§ **RECORDS**
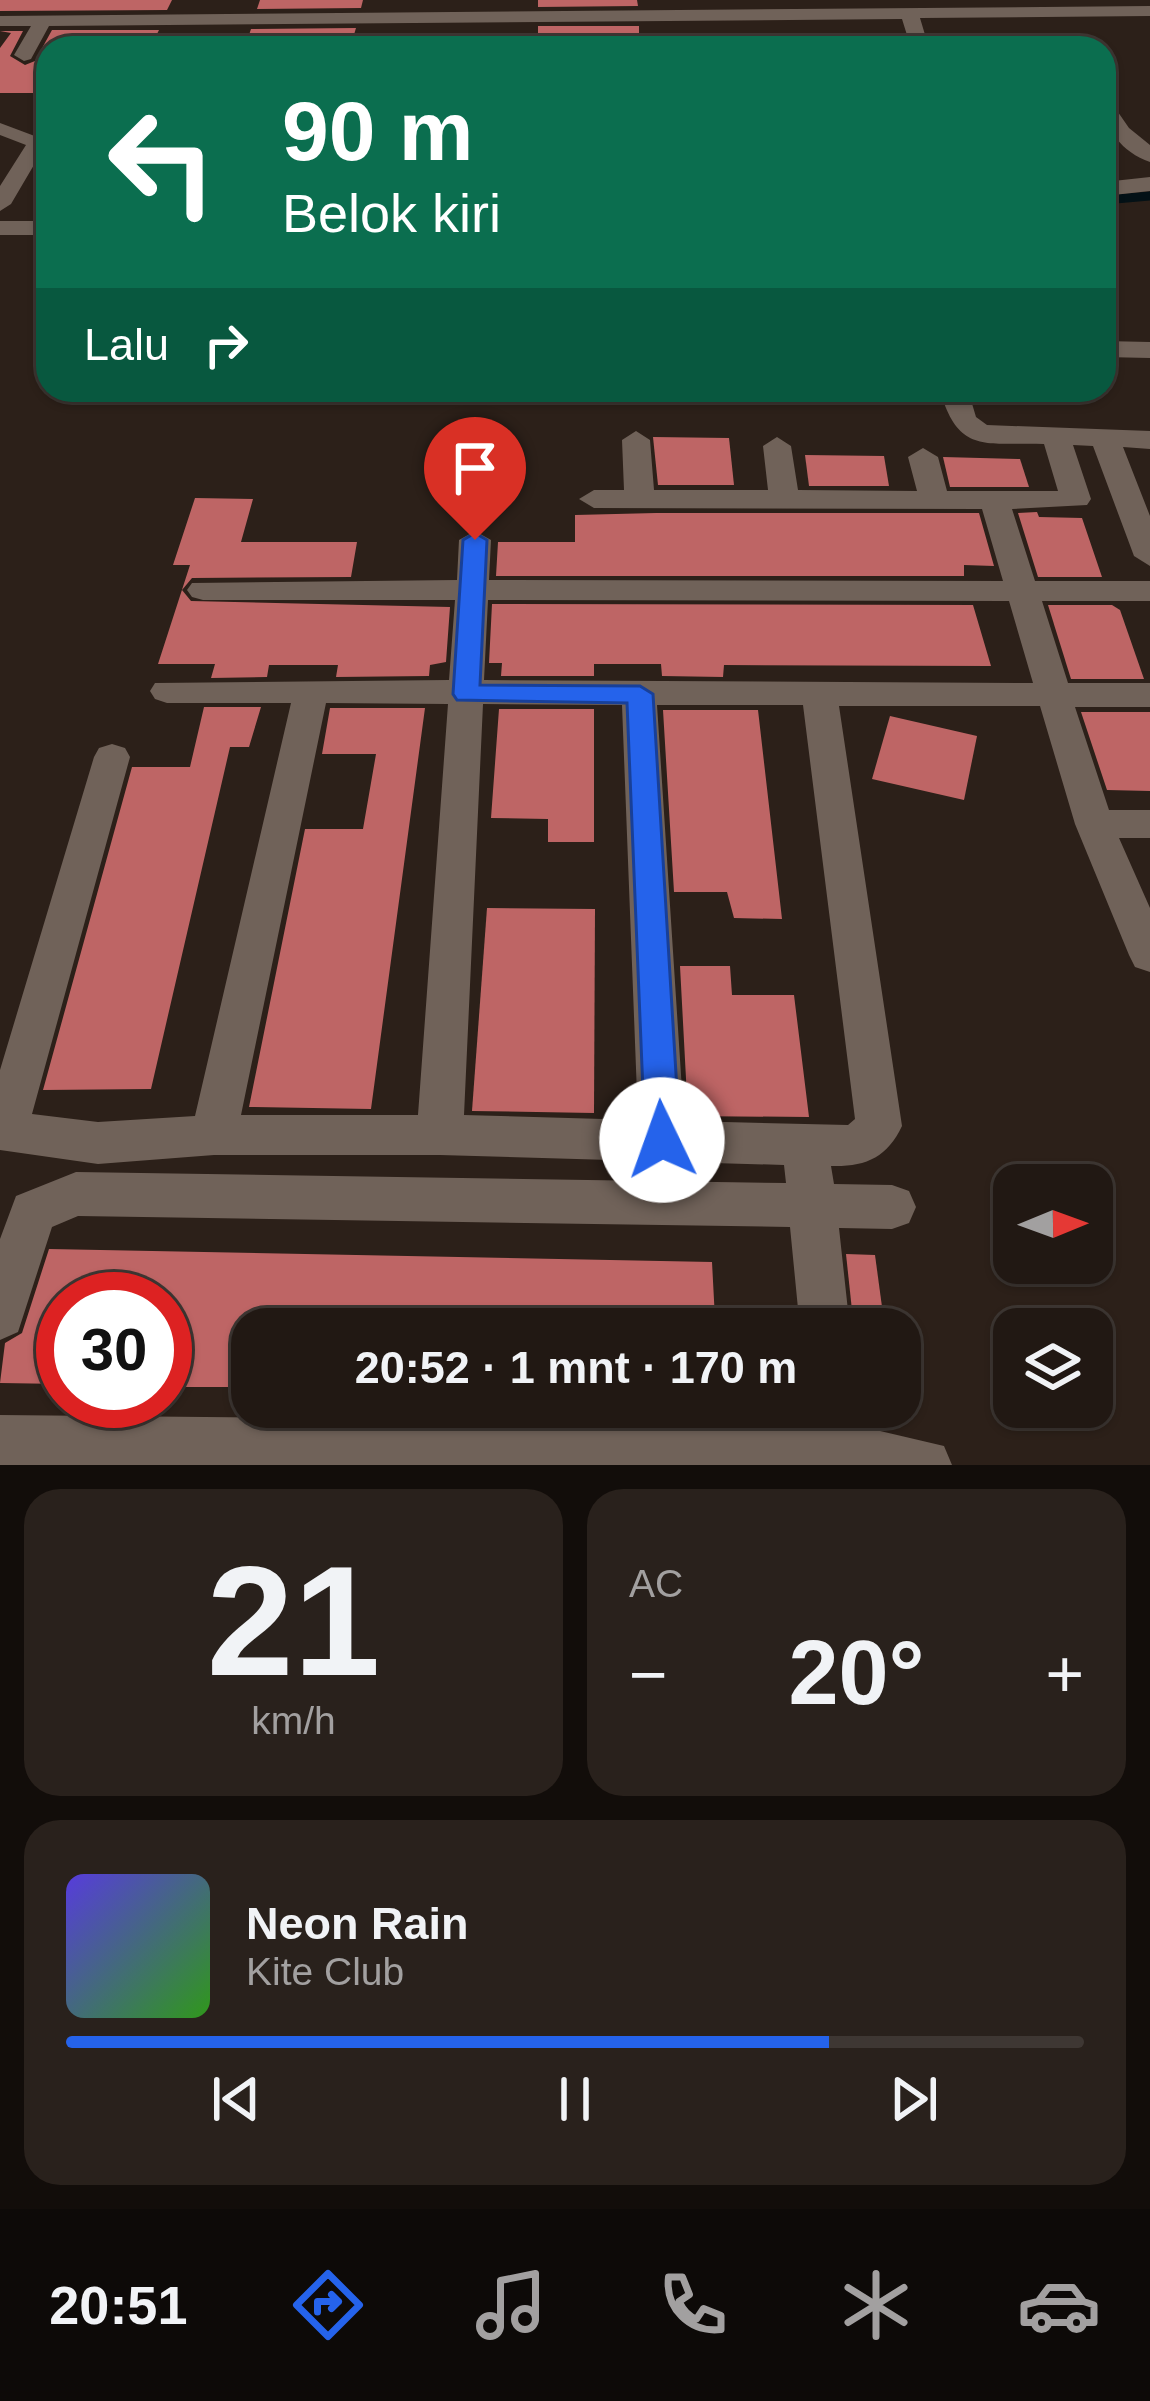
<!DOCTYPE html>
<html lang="id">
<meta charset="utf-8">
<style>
body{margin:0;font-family:Helvetica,sans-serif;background:#29211c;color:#f1f3f6;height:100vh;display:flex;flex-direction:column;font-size:45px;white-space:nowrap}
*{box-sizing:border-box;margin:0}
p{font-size:39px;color:#a2a0a0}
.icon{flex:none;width:66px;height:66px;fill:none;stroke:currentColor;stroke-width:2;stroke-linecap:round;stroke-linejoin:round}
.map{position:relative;height:1465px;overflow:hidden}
.sheet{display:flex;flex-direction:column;gap:24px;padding:24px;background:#120d0a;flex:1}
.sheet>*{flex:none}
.banner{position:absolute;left:36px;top:36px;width:1080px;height:366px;border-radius:36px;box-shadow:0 3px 9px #0004,0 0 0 3px #3e3733;background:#0b6e4f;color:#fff;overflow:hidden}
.needle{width:78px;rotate:89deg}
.tools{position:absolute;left:993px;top:1164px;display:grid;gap:24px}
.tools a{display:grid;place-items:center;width:120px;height:120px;border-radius:24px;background:#211813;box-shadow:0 3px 9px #0004,0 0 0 3px #3e3733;font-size:60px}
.speed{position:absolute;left:36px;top:1272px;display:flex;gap:24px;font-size:60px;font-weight:700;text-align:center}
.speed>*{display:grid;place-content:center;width:156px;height:156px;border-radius:50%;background:#211813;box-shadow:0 3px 9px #0004,0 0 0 3px #3e3733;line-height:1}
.speed .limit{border:18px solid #d22;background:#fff;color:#111}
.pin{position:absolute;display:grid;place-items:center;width:102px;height:102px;color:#fff;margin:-123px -51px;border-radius:50% 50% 50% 0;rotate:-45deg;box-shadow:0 0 12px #0007}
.pin .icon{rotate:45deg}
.me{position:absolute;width:132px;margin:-66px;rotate:357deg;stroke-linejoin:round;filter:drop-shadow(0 0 9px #0008)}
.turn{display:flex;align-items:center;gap:42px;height:252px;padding:0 48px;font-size:54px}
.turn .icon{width:156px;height:156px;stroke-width:2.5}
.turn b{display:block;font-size:84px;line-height:102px}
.then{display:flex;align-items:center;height:114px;padding:0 48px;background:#0003;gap:24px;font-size:45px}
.big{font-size:90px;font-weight:700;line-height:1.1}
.sheet .tile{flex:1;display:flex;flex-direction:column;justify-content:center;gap:18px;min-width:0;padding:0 42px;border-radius:36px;background:#29211c}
.sheet .dial{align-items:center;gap:0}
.dial b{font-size:156px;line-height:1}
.song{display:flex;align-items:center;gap:36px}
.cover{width:144px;height:144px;border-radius:18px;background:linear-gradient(135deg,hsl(250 70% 55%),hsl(110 70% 35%))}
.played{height:12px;border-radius:6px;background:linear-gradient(90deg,#2563eb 75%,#3e3733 75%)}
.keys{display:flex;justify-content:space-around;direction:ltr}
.heat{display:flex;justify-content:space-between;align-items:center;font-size:66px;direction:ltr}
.sheet .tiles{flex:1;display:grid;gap:24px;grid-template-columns:1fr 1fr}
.tile:last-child{grid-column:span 2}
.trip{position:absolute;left:231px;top:1308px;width:690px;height:120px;border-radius:36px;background:#211813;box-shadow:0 3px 9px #0004,0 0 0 3px #3e3733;font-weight:700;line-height:120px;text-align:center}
.tab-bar{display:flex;height:192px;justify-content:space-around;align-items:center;background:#0d0a08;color:#a2a0a0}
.tab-bar .icon{width:84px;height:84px}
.tab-bar .selected{color:#2563eb}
.tab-bar b{font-size:54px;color:#f1f3f6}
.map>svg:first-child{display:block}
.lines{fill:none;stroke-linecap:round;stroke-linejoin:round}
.stream{stroke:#041116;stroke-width:9}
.building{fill:#be6565}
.minor{fill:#706259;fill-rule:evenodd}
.route{fill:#2563eb;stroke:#184099;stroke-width:3}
</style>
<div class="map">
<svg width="1150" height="1465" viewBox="0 0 1150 1465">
<rect width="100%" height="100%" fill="#2c2019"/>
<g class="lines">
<!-- stream -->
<path class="stream" d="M 1104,200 L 1150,196"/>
</g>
<!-- building -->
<g class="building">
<path d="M 0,0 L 172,0 L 167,10 L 0,11 Z"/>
<path d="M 260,0 L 363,0 L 361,8 L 257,9 Z"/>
<path d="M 538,0 L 637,0 L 638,6 L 538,7 Z"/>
<rect x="538" y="26" width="101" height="18"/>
<path d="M 356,28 L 350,48 L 245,47 L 251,29 Z"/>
<path d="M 52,30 L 159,30 L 150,48 L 48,48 L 48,93 L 0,93 L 0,48 L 11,33 L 0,31 L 23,31 L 10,56 L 25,65 L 35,61 Z"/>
<path d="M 653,437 L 729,438 L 734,485 L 658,485 Z"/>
<path d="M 805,455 L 884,456 L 889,486 L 809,486 Z"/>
<path d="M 943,457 L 1020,459 L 1029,487 L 950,487 Z"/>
<path d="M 195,498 L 253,499 L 241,542 L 357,542 L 351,577 L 192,578 L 182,590 L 191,601 L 450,607 L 446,662 L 430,665 L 429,676 L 336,677 L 338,665 L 269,665 L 267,677 L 211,678 L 215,664 L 158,664 L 190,565 L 173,565 Z"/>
<path d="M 1037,512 L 1039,517 L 1082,518 L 1102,577 L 1038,577 L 1018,513 Z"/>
<path d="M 656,513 L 979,513 L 994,566 L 964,565 L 964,576 L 496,576 L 498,542 L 575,542 L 575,515 Z"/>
<path d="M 492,604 L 973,605 L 991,666 L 724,665 L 723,677 L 662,676 L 661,664 L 594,664 L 594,676 L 501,676 L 502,663 L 489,663 Z"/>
<path d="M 1048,605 L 1112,605 L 1120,610 L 1144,679 L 1071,679 Z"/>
<path d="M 204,707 L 261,707 L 249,747 L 230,747 L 151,1089 L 43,1090 L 132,767 L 190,767 Z"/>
<path d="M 330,708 L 425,708 L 371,1109 L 249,1107 L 305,829 L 363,829 L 376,754 L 322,754 Z"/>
<path d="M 499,709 L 594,709 L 594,842 L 548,842 L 548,819 L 491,818 Z"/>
<path d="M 663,710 L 758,710 L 782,919 L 734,918 L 727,892 L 674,892 Z"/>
<path d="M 1081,712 L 1150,712 L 1150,791 L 1107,790 Z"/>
<path d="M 890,716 L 977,736 L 964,800 L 872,779 Z"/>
<path d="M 487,908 L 595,909 L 594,1113 L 472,1111 Z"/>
<path d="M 680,966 L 730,966 L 732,995 L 794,995 L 809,1117 L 688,1116 Z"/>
<path d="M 49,1249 L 712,1262 L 715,1319 L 558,1318 L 558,1329 L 252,1329 L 252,1387 L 165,1387 L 165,1299 L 63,1299 L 63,1384 L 0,1383 L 5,1343 L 22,1333 Z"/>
<path d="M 846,1254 L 875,1255 L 885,1329 L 854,1329 Z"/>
</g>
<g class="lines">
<!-- minor -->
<g class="minor">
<path d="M 1150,6 L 1150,16 L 920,18 L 929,48 L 911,48 L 902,19 L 49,26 L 31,59 L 24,61 L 14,55 L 31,26 L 0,26 L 0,16 Z"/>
<path d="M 1104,100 L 1111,102 L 1129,128 L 1150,145 L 1150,162 C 1122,152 1104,130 1104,100 Z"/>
<path d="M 0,123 L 48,141 L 11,204 L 0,211 L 0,186 L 26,145 L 0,135 Z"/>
<path d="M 1150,177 L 1150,191 L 1104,196 L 1104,182 Z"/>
<rect x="0" y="221" width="48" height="14"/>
<path d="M 1104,341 L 1150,342 L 1150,358 L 1104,357 Z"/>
<path d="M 940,390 L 968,390 L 976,417 L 987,425 L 1150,431 L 1150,449 L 1123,447 L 1150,516 L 1150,566 L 1134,556 L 1093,446 L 1073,445 L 1091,499 L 1087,505 L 1012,509 L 1035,581 L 1150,581 L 1150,601 L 1042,601 L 1068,683 L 1150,683 L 1150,707 L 1075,707 L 1109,810 L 1150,810 L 1150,838 L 1119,838 L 1150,908 L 1150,972 L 1135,967 L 1129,955 L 1075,824 L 1040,706 L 839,706 L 902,1126 C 887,1158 865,1167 831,1166 L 834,1184 L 892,1185 L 909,1191 L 916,1207 L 909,1223 L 892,1229 L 839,1228 L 850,1329 L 800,1329 L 790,1227 L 78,1216 L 52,1227 L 18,1332 L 0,1340 L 0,1239 L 16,1196 L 76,1172 L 786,1183 L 784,1165 L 440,1155 L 214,1155 L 98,1164 L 0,1150 L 0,1070 L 94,757 L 99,748 L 112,744 L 125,748 L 130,757 L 32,1114 L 98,1122 L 195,1116 L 291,703 L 167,703 L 155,699 L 150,691 L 155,683 L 449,680 L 455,600 L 203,600 L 192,597 L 187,590 L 192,583 L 457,580 L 459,540 L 475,531 L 491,540 L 489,580 L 1003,581 L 982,509 L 594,508 L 579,499 L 594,490 L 624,490 L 622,440 L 636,431 L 650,440 L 654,490 L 768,490 L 763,446 L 777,437 L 791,446 L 798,490 L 917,491 L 908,457 L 923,448 L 938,457 L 947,491 L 1058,491 L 1044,444 C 986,442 958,455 940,390 ZM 488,600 L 1009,601 L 1033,683 L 484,680 ZM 326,703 L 448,704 L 418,1115 L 241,1115 ZM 483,704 L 622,705 L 638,1120 L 464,1115 ZM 657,705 L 803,705 L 855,1119 L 848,1125 L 684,1121 Z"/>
<path d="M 808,1407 L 860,1407 L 863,1427 L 944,1446 L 952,1465 L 0,1465 L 0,1415 L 809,1423 Z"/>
</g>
</g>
<!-- route -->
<path class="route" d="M 475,533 L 487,540 L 480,685 L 640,686 L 653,694 L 680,1140 L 675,1151 L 662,1156 L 650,1151 L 645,1140 L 627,703 L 457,700 L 453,694 L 463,540 Z"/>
</svg>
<div class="tools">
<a><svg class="needle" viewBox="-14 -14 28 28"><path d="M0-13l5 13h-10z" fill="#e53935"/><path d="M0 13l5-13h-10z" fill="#a2a0a0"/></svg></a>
<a><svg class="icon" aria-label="layers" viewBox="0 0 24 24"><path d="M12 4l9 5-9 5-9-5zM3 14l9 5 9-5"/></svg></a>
</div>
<div class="speed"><div class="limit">30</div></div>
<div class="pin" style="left:475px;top:540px;background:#d93025"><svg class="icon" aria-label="arrive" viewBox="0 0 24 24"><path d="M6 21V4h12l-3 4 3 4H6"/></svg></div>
<svg class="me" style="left:662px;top:1140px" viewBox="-20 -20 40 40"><circle r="19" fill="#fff"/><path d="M0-13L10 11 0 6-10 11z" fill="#2563eb"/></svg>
<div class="trip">20:52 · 1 mnt · 170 m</div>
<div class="banner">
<div class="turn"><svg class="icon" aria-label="left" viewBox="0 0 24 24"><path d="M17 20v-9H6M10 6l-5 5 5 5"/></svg><div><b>90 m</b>Belok kiri</div></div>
<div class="then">Lalu<svg class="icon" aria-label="right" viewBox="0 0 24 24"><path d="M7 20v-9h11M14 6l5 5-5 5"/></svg></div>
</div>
</div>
<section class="sheet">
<div class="tiles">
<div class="tile dial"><b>21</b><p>km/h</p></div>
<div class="tile"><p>AC</p>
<div class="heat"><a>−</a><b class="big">20°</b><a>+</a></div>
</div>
<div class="tile">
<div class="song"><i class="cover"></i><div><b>Neon Rain</b><p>Kite Club</p></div></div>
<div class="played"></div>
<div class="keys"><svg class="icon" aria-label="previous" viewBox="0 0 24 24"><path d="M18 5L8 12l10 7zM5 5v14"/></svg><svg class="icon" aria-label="pause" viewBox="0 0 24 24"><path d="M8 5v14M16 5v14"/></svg><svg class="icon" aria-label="next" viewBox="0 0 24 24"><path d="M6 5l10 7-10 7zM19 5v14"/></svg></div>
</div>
</div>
</section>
<nav class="tab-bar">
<b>20:51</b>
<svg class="icon selected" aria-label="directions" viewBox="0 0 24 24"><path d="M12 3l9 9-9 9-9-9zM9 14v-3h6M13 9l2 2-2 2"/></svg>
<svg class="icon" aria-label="music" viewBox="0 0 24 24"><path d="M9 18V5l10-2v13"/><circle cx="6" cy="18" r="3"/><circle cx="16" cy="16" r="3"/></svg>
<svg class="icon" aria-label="phone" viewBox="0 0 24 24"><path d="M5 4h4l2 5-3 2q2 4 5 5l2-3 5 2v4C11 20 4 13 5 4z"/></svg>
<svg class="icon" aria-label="climate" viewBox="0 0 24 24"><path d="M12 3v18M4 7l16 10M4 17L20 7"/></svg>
<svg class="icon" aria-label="car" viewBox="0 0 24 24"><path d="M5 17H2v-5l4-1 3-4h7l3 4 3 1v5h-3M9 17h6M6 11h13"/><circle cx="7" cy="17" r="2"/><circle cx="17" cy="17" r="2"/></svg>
</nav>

§ **WHAT TO WORK ON**
For this exercise, return every line from the data that holds the string "keys".

§ **WRITTEN SOLUTION**
.keys{display:flex;justify-content:space-around;direction:ltr}
<div class="keys"><svg class="icon" aria-label="previous" viewBox="0 0 24 24"><path d="M18 5L8 12l10 7zM5 5v14"/></svg><svg class="icon" aria-label="pause" viewBox="0 0 24 24"><path d="M8 5v14M16 5v14"/></svg><svg class="icon" aria-label="next" viewBox="0 0 24 24"><path d="M6 5l10 7-10 7zM19 5v14"/></svg></div>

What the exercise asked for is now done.